**Task to carry out:** Find the lines of data that contain the string "lists", then list them.

(Stored data)
[Start of section]
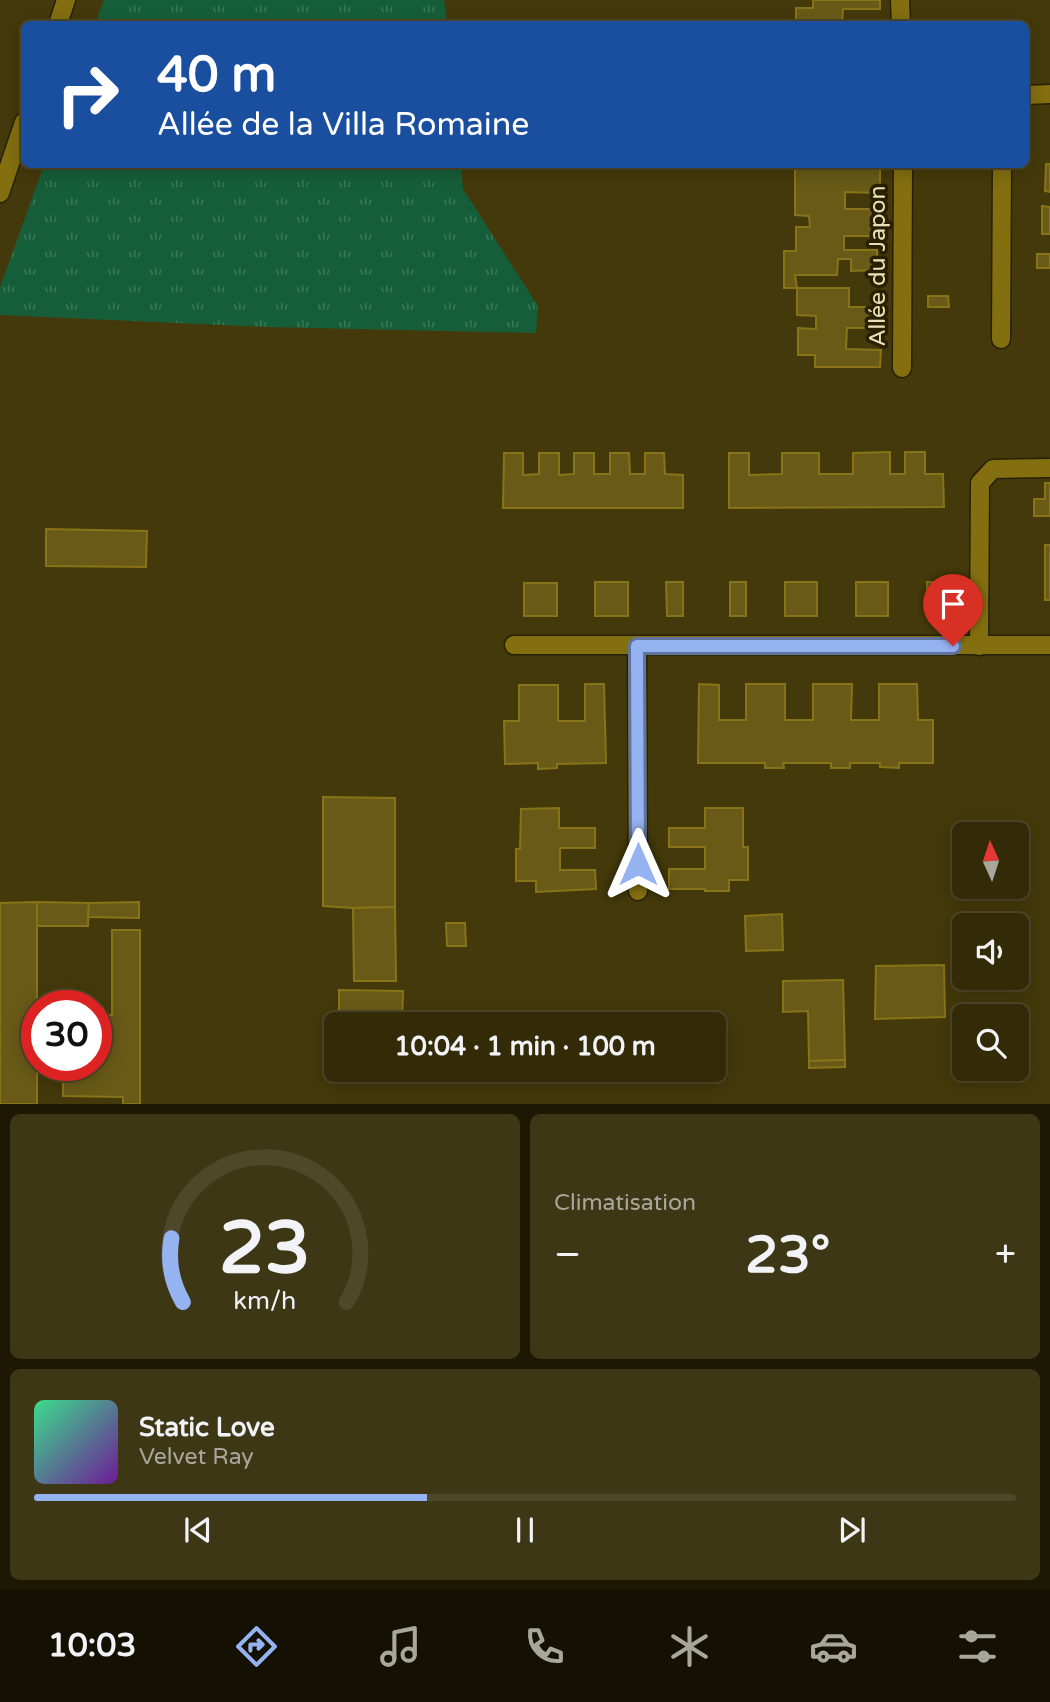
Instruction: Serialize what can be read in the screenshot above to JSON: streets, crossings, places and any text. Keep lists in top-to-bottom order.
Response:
{
  "streets": {
    "street": ["Allée du Japon"]
  },
  "north": "top",
  "page": {
    "turn": ["40 m", "Allée de la Villa Romaine"],
    "limit": "30",
    "trip": "10:04 · 1 min · 100 m",
    "tile": "Climatisation",
    "heat": ["−", "23°", "+"],
    "song": ["Static Love", "Velvet Ray"],
    "tabs": "10:03",
    "gauge": ["23", "km/h"]
  }
}
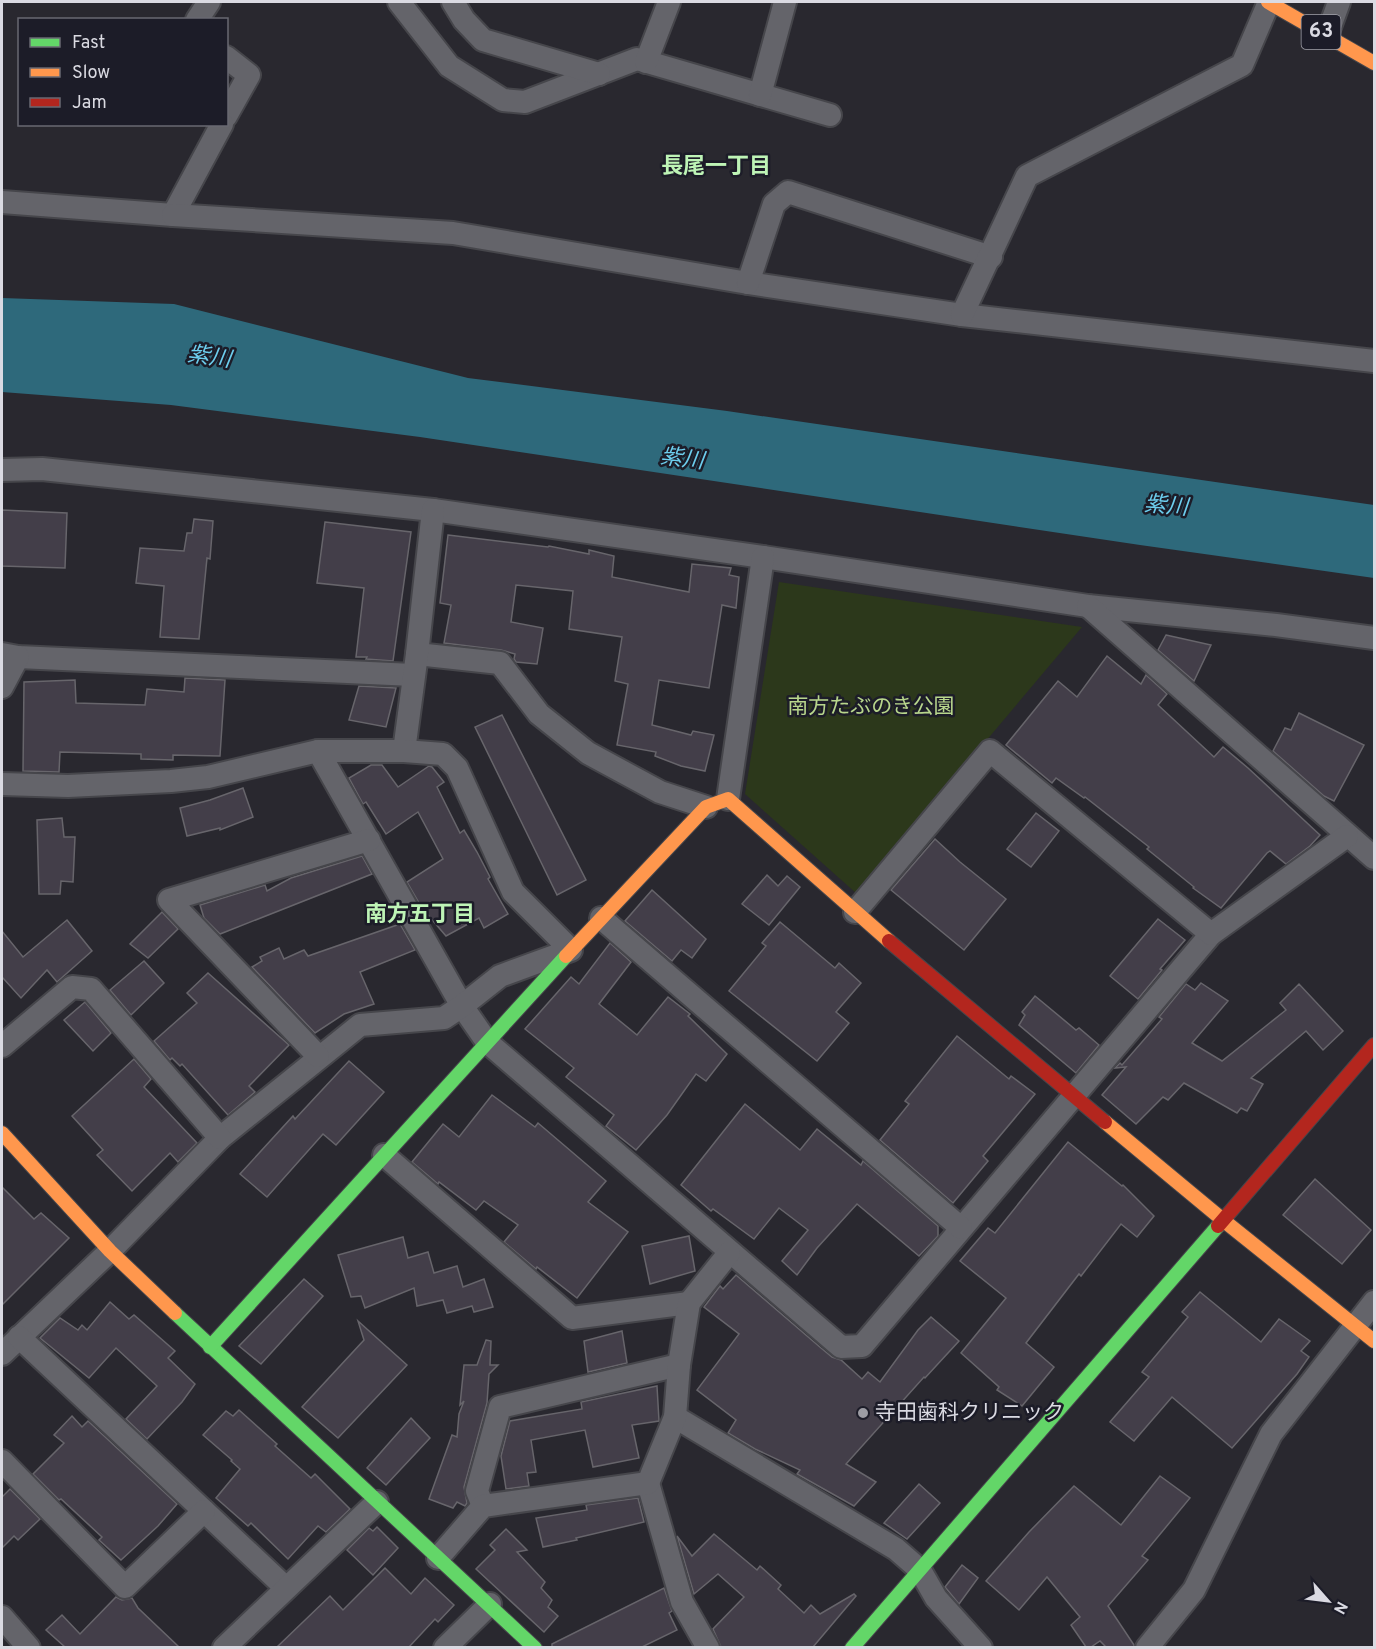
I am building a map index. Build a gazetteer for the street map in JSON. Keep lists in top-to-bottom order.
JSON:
[End of section]
**Output for this task:**
Instruction: Serialize what can be read in the screenshot above to JSON: streets, crossings, places and any text. Keep lists in top-to-bottom order.
I am building a map index. Build a gazetteer for the street map in JSON. Keep lists in top-to-bottom order.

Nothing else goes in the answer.